Nein, ich verstehe auch nicht jedes Wort der Heiligen Schrift! Auch wenn ich mich seit Jahrzehnten intensiv damit beschäftige, könnte ich noch viele Fragen auf den Tisch legen. Aber mir hat es vor Jahren das Wort aus 2. Timotheus 3,16 angetan, und zwar in der älteren Übersetzung Martin Luthers: „Alle Schrift, von Gott eingegeben, ist nütze zur Lehre, zur Aufdeckung der Schuld, zur Besserung, zur Erziehung in der Gerechtigkeit, dass der Mensch Gottes vollkommen sei, zu allem guten Werk geschickt.“ Die vier Großbuchstaben L A B E stehen für ein altes deutsches Wort: Laben. Es bedeutet: sich erfrischen, Kraft tanken, neue Stärke aufnehmen.

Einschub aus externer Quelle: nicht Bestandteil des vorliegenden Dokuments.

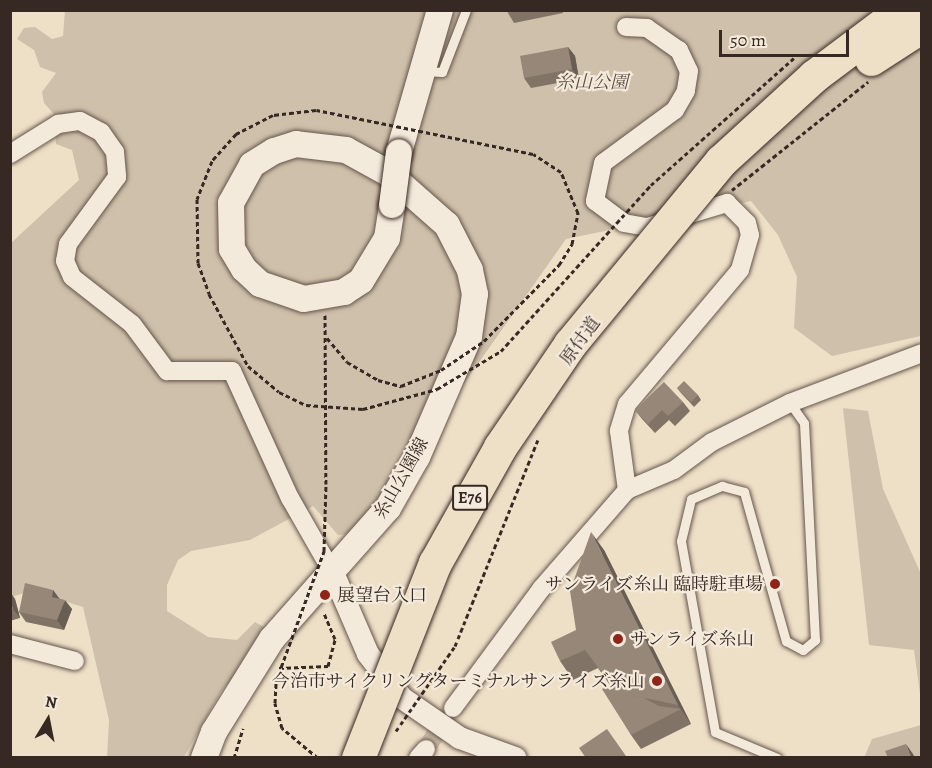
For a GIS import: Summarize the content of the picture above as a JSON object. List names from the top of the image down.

Wer Gottes Wort so liest, dass er sich fragt, was dieses Wort lehrt, worin es Schuld aufdeckt, zur Besserung anleitet und zur Erziehung – gemeint ist das altehrfürchtige Wort der „Heiligung“ – führt, der wird genau diese Kraft für sein Leben erfahren. Ich wünsche Ihnen, dass Sie sich an diesem Wort Gottes laben können, wie an einer Wasserquelle, der Quelle gelingenden Lebens – gleich anschließend, wenn Sie das EiNS-Heft gelesen haben.

Die Evangelische Allianz ist eine Bewegung, die der Ur-Kunde des Glaubens traut, auch in Zukunft. Darin bleiben wir verbunden.